FSET-USER> (isetq x (map ('a (seq 47 33)) ('b (seq 17 3 99))))
#{| (A #[ 47 33 ]) (B #[ 17 3 99 ]) |} ;
a map whose range values are seqs
FSET-USER> (isetq y x)
#{| (A #[ 47 33 ]) (B #[ 17 3 99 ]) |}
FSET-USER> (setf (@ (@ x 'a) 1) 1)     ;
sets element 1 of the seq for 'a
#{| (A #[ 47 1 ]) (B #[ 17 3 99 ]) |}
#{| (A #[ 47 33 ]) (B #[ 17 3 99 ]) |}

(Here isetq is an "interactive setq" that suppresses undefined-variable warnings some Lisp implementations issue when you interactively set a previously unknown variable.)  You can see that the update to x doesn't change y; but how does FSet manage this?  Common Lisp's setf macro was designed to support such cases.  In the CLHS sec., we see:

A function form can be used as a place [the first operand of setf] if it falls into one of the following categories:
• A function call form whose first element is the name of any one of the functions in the next figure [which are ldb, mask-field, and getf], provided that the supplied argument to that function is in turn a place form; in this case, the new place has stored back into it the result of applying the supplied "update" function.

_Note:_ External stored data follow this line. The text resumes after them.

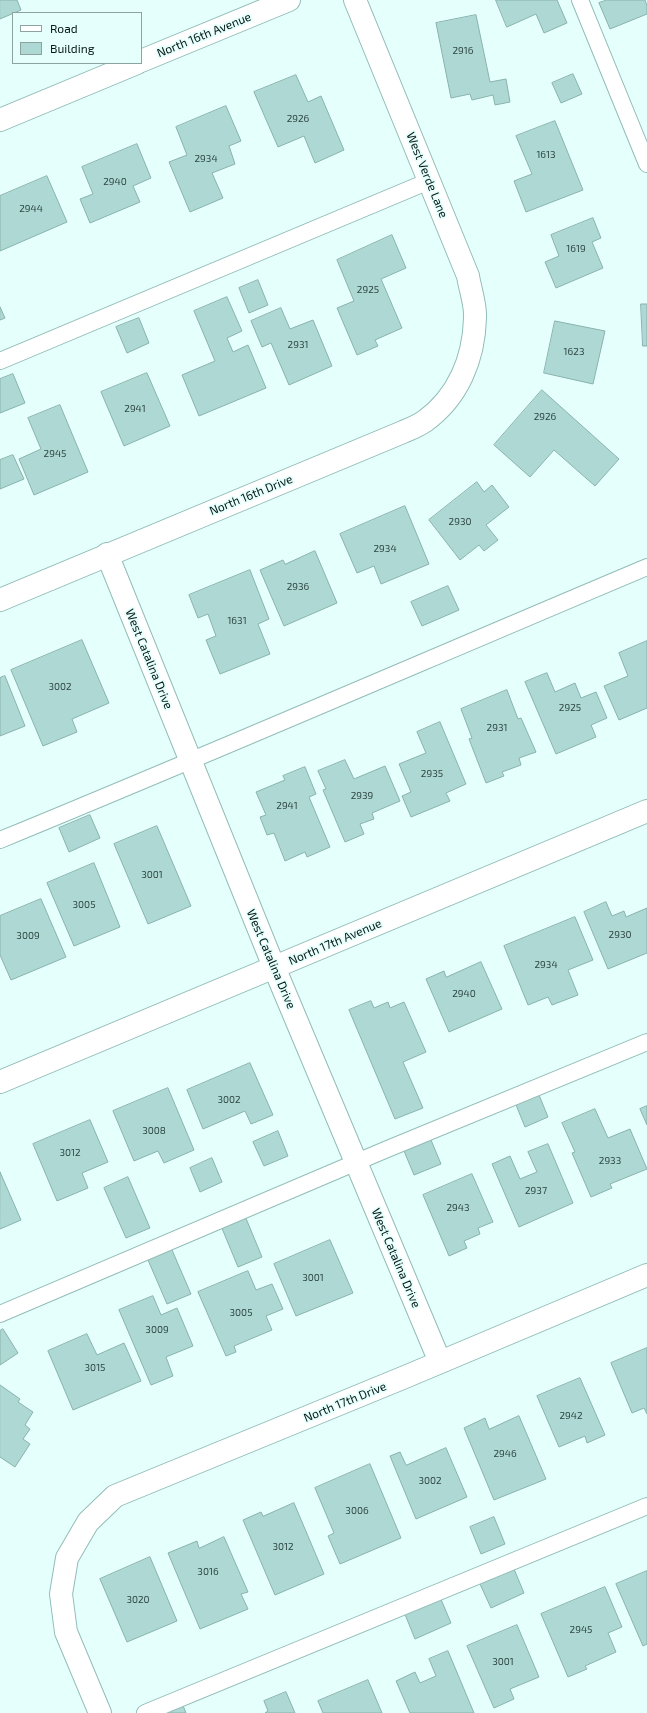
<!DOCTYPE html>
<style>
body{margin:0}
#map{position:relative;width:647px;height:1713px;overflow:hidden;background:#e5fffc;font-family:"Exo 2",sans-serif}
canvas{display:block}
.legend{position:absolute;left:12px;top:12px;width:130px;height:52px;box-sizing:border-box;background:#e5fffc;border:1px solid #8ca3a0;margin:0;padding:5px 7px;list-style:none;font-size:12px;color:#071816}
.legend li{display:flex;align-items:center;gap:8px;height:20px}
.legend b{width:20px;border:1px solid #8ca3a0}
</style>
<div id="map">
<canvas width="647" height="1713"></canvas>
<ul class="legend">
<li><b style="height:5px;background:#fff"></b>Road</li>
<li><b style="height:11px;background:#add8d3"></b>Building</li>
</ul>
</div>
<script>
const context = document.querySelector('canvas').getContext('2d');
context.lineJoin = 'round';
function fill(path, color) {
  context.fillStyle = color;
  context.fill(path, 'evenodd');
}
function stroke(path, color, width, dash) {
  context.strokeStyle = color;
  context.lineWidth = width;
  context.lineCap = dash ? 'butt' : 'round';
  context.setLineDash(dash || []);
  context.stroke(path);
}
function label(font, color, halo, rows, align = 'center') {
  context.font = font + ' "Exo 2",sans-serif';
  context.lineWidth = 3.5;
  context.setLineDash([]);
  context.textBaseline = 'middle';
  context.strokeStyle = halo;
  context.fillStyle = color;
  for (const [text, x, y, turn = 0] of rows) {
    context.save();
    context.translate(x, y);
    context.rotate((+turn || 0) * Math.PI / 180);
    context.textAlign = isNaN(turn) ? turn : align;
    if (halo) context.strokeText(text, 0, 0);
    context.fillText(text, 0, 0);
    context.restore();
  }
}
const building = new Path2D(`
 M0,0H17L21,10L0,19Z
 M496,0H557L567,23L544,33L536,14L507,27Z
 M607,0H645L647,6V14L610,29L599,3Z
 M476,15L490,82L506,79L510,102L495,105L493,95L472,100L470,94L451,98L436,23Z
 M573,74L582,94L561,103L552,83Z
 M296,75L308,102L321,96L344,150L315,163L304,136L278,147L254,92Z
 M226,106L241,141L229,146L235,164L212,173L223,198L190,212L169,162L187,155L176,127Z
 M555,121L583,190L526,212L514,181L532,174L516,136Z
 M137,144L151,178L133,186L140,202L90,223L80,199L93,194L82,167Z
 M47,176L67,222L0,251V196Z
 M593,218L601,238L592,242L603,268L556,288L545,262L559,256L551,235Z
 M392,235L406,268L381,279L402,328L375,340L378,346L357,355L337,308L354,301L337,260Z
 M258,280L268,305L249,313L239,288Z
 M227,297L242,331L227,338L233,352L248,345L266,388L199,416L182,375L215,361L194,311Z
 M641,304H647V346H643Z
 M0,307L5,318L0,320Z
 M281,308L290,329L313,320L332,366L289,385L271,343L262,347L251,321Z
 M139,318L149,343L127,353L116,327Z
 M555,321L605,331L593,384L544,373Z
 M147,373L170,426L124,446L101,392Z
 M13,374L25,403L0,413V379Z
 M542,390L619,459L595,486L554,450L530,477L494,445Z
 M60,405L88,472L34,495L19,459L41,449L28,418Z
 M13,455L24,479L0,489V460Z
 M477,482L484,492L492,485L509,507L486,525L498,540L484,551L479,545L460,560L429,520Z
 M405,506L429,564L381,584L374,566L357,573L340,534Z
 M315,551L337,603L284,626L260,570L283,560L285,564Z
 M250,570L269,619L258,624L270,654L220,674L206,640L216,636L208,614L198,618L189,595Z
 M448,586L459,610L422,626L411,602Z
 M82,640L109,703L72,719L77,732L43,746L11,670Z
 M647,641V708L619,720L604,686L628,676L619,653Z
 M547,673L555,692L575,683L581,698L596,692L607,718L591,725L596,737L556,754L525,682Z
 M5,676L25,726L0,736V678Z
 M507,690L518,719L521,718L536,752L519,758L521,765L502,772L504,776L486,783L469,739L472,738L461,709Z
 M440,722L466,784L446,793L450,801L411,817L402,796L411,792L399,764L426,753L417,732Z
 M345,760L354,779L385,766L400,801L372,813L374,819L360,824L364,834L345,842L323,790L326,789L318,771Z
 M305,767L316,794L309,797L330,847L307,857L305,852L285,861L274,833L267,835L260,817L266,815L256,792L285,780L283,776Z
 M90,815L100,838L69,852L59,828Z
 M157,826L191,906L148,924L114,844Z
 M94,863L120,927L74,946L47,883Z
 M41,899L66,957L11,980L0,955V916Z
 M606,902L612,916L624,911L626,917L647,908V953L608,969L584,912Z
 M575,917L593,960L568,970L578,995L552,1005L548,997L528,1005L504,946Z
 M481,962L502,1009L449,1032L426,979L444,971L446,977Z
 M371,1001L374,1008L388,1002L390,1008L404,1002L426,1052L403,1062L423,1108L395,1119L349,1010Z
 M250,1063L273,1115L251,1124L245,1111L203,1129L187,1090Z
 M168,1088L194,1150L164,1163L158,1151L134,1161L113,1111Z
 M537,1090L548,1117L525,1127L514,1100Z
 M647,1106V1125L640,1109Z
 M595,1109L608,1138L630,1129L647,1169L610,1184L612,1188L591,1197L572,1153L575,1152L562,1123Z
 M90,1120L108,1162L82,1173L88,1188L57,1201L33,1144Z
 M278,1131L288,1156L264,1166L253,1142Z
 M431,1140L441,1164L414,1175L404,1151Z
 M548,1144L573,1203L519,1227L492,1164L510,1156L520,1179L537,1172L528,1152Z
 M212,1158L222,1182L200,1192L190,1168Z
 M0,1172L21,1220L0,1229Z
 M472,1174L493,1222L478,1228L480,1234L464,1241L467,1248L449,1256L423,1195Z
 M128,1177L150,1228L126,1238L104,1188Z
 M245,1216L262,1257L238,1267L221,1226Z
 M330,1240L353,1293L296,1316L274,1264Z
 M172,1250L191,1294L167,1304L148,1260Z
 M248,1271L256,1290L272,1284L283,1309L266,1316L272,1330L234,1346L236,1352L226,1356L198,1292Z
 M153,1296L161,1315L177,1308L193,1346L166,1357L173,1376L151,1385L119,1310Z
 M3,1329L18,1353L0,1365V1331Z
 M87,1334L97,1355L124,1343L141,1381L73,1410L48,1351Z
 M647,1348V1414L644,1408L632,1413L611,1363Z
 M580,1378L605,1435L587,1443L585,1436L559,1447L537,1396Z
 M0,1385L20,1399L18,1402L33,1412L25,1425L30,1429L23,1439L30,1444L15,1467L0,1457Z
 M519,1416L546,1479L494,1500L464,1428L485,1418L489,1429Z
 M446,1448L467,1497L416,1519L390,1456L400,1452L406,1465Z
 M370,1464L401,1538L340,1564L328,1536L334,1533L315,1488Z
 M294,1503L324,1574L275,1595L243,1520L261,1512L263,1516Z
 M494,1517L505,1544L481,1554L470,1527Z
 M224,1537L248,1592L241,1594L248,1609L200,1629L168,1553L197,1541L199,1548Z
 M150,1557L177,1621L127,1642L100,1579Z
 M514,1569L524,1593L491,1608L480,1584Z
 M647,1571V1644L643,1646L616,1584Z
 M605,1587L622,1627L608,1633L616,1652L585,1666L587,1669L568,1677L541,1614Z
 M440,1597L451,1623L415,1639L404,1612Z
 M517,1625L539,1677L510,1689L514,1699L494,1708L467,1646Z
 M448,1651L474,1713H410L396,1681L415,1672L420,1683L436,1676L429,1659Z
 M368,1680L382,1713H323L318,1701Z
 M286,1692L295,1713H265L268,1711L264,1701Z
 M182,1703L186,1713H159Z`);
const service = new Path2D(`
 M580,0L647,164
 M0,361L429,181
 M0,840C217,751 431,658 647,567
 M0,1314L385,1150L647,1042
 M145,1713L647,1506`);
const minor = new Path2D(`
 M141,61L289,0
 M0,120L137,63
 M107,554L274,967L440,1362
 M0,600L403,432C410,429 418,426 425,421C458,397 474,359 475,318C476,305 470,289 468,276L355,0
 M0,1082L647,811
 M100,1713L66,1632L61,1594L67,1558L88,1522L115,1496L405,1377L647,1275`);
const numberNames = [
 ["2916",463,51],
 ["2926",298,119],
 ["1613",546,155],
 ["2934",206,159],
 ["2940",115,182],
 ["2944",31,209],
 ["1619",576,249],
 ["2925",368,290],
 ["2931",298,345],
 ["1623",574,352],
 ["2941",135,409],
 ["2926",545,417],
 ["2945",55,454],
 ["2930",460,522],
 ["2934",385,549],
 ["2936",298,587],
 ["1631",237,621],
 ["3002",60,687],
 ["2925",570,708],
 ["2931",497,728],
 ["2935",432,774],
 ["2939",362,796],
 ["2941",287,806],
 ["3001",152,875],
 ["3005",84,905],
 ["2930",620,935],
 ["3009",28,936],
 ["2934",546,965],
 ["2940",464,994],
 ["3002",229,1100],
 ["3008",154,1131],
 ["3012",70,1153],
 ["2933",610,1161],
 ["2937",536,1191],
 ["2943",458,1208],
 ["3001",313,1278],
 ["3005",241,1313],
 ["3009",157,1330],
 ["3015",95,1368],
 ["2942",571,1416],
 ["2946",505,1454],
 ["3002",430,1481],
 ["3006",357,1511],
 ["3012",283,1547],
 ["3016",208,1572],
 ["3020",138,1600],
 ["2945",581,1630],
 ["3001",503,1662]
];
const streetNames = [
 ["North 16th Avenue",204,35,-22],
 ["West Verde Lane",427,175,68],
 ["North 16th Drive",251,495,-22],
 ["West Catalina Drive",149,659,68],
 ["North 17th Avenue",335,942,-23],
 ["West Catalina Drive",271,959,67],
 ["West Catalina Drive",396,1258,67],
 ["North 17th Drive",345,1402,-22]
];
fill(building, '#add8d3');
stroke(building, '#89b3ae', 1);
stroke(service, '#92bdb8', 18);
stroke(minor, '#92bdb8', 24);
stroke(service, '#fff', 16);
stroke(minor, '#fff', 22);
label('10px', '#304845', null, numberNames);
label('12px', '#071816', '#e5fffc', streetNames);
</script>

So for instance, you can update bitfields of integer variables:

CL-USER> (setq *print-base* 16)  ; hexadecimal output makes this easier to understand
CL-USER> (setq x #x1000)
CL-USER> (setf (ldb (byte 8 4) x) #x32)

Since it's an integer that's being updated here, clearly setf has the ability to handle updates to types with value semantics.  If you're curious how that works, see the CLHS sec.